Olark

2014 - 2019
Sr. Product Designer

Dashboard

The dashboard project was my last one at Olark, launching in April 2019. An ironic end to my time there in some sense, spending my last chapter at the company working on the first thing our customers see after they log in.

Our goal for the project was to provide more value earlier in the customer's experience. Chiefly, this meant that the dashboard needed to be a desirable destination whether the person viewing it had any chat data or not.

Here's what the existing dashboard looked like. Effectively, it was the navigation all over again, with a little more explanation around the links. Not a lot of value there:

The old dashboard

The previous version of the Dashboard I was tasked with replacing
The old version of the Olark Dashboard was effectively just another nav.

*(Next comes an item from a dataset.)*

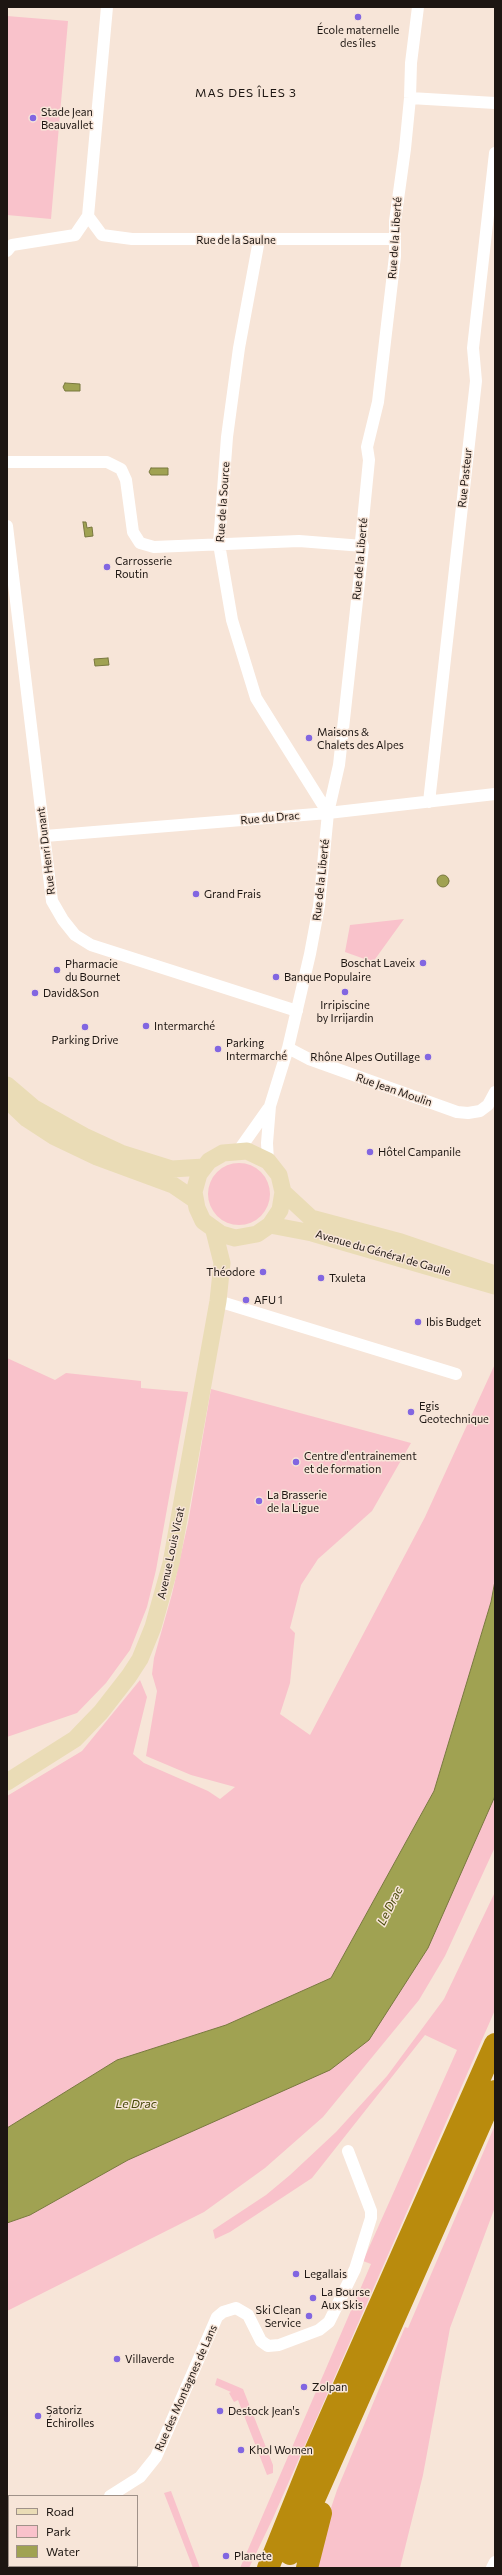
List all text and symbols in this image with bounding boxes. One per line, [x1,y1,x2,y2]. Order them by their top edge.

To begin, I mapped out a user flow that would demonstrate the value of features whose usage we knew correlated strongly with trial conversion. Things like reporting and analytics, and viewing chat transcripts.

User flow diagram for the new dashboard
Early flow diagram for a better dashboard experience

With a path to added value getting clearer, I began prototyping this modular approach that would enable admins to customize their own dashboard, shuffling the components to suit their needs or hiding the ones that weren't as relevant for them.

Wireframe for a modular approach to the Dashboard
Wireframe showing a modular, customizeable approach to the Dashboard

After working with the project team to scope the work to a specific number of sprints, we were able to make further refinements based on priority. Design specs mapped to user stories (e.g. "As an admin, I can see which agents are logged in now") helped the team build agreement on what things were musts, and which could be deprioritized if time became a factor.

Spreadsheet of user stories for the new dashboard
Design specs mapped to user stories help build agreement on priority.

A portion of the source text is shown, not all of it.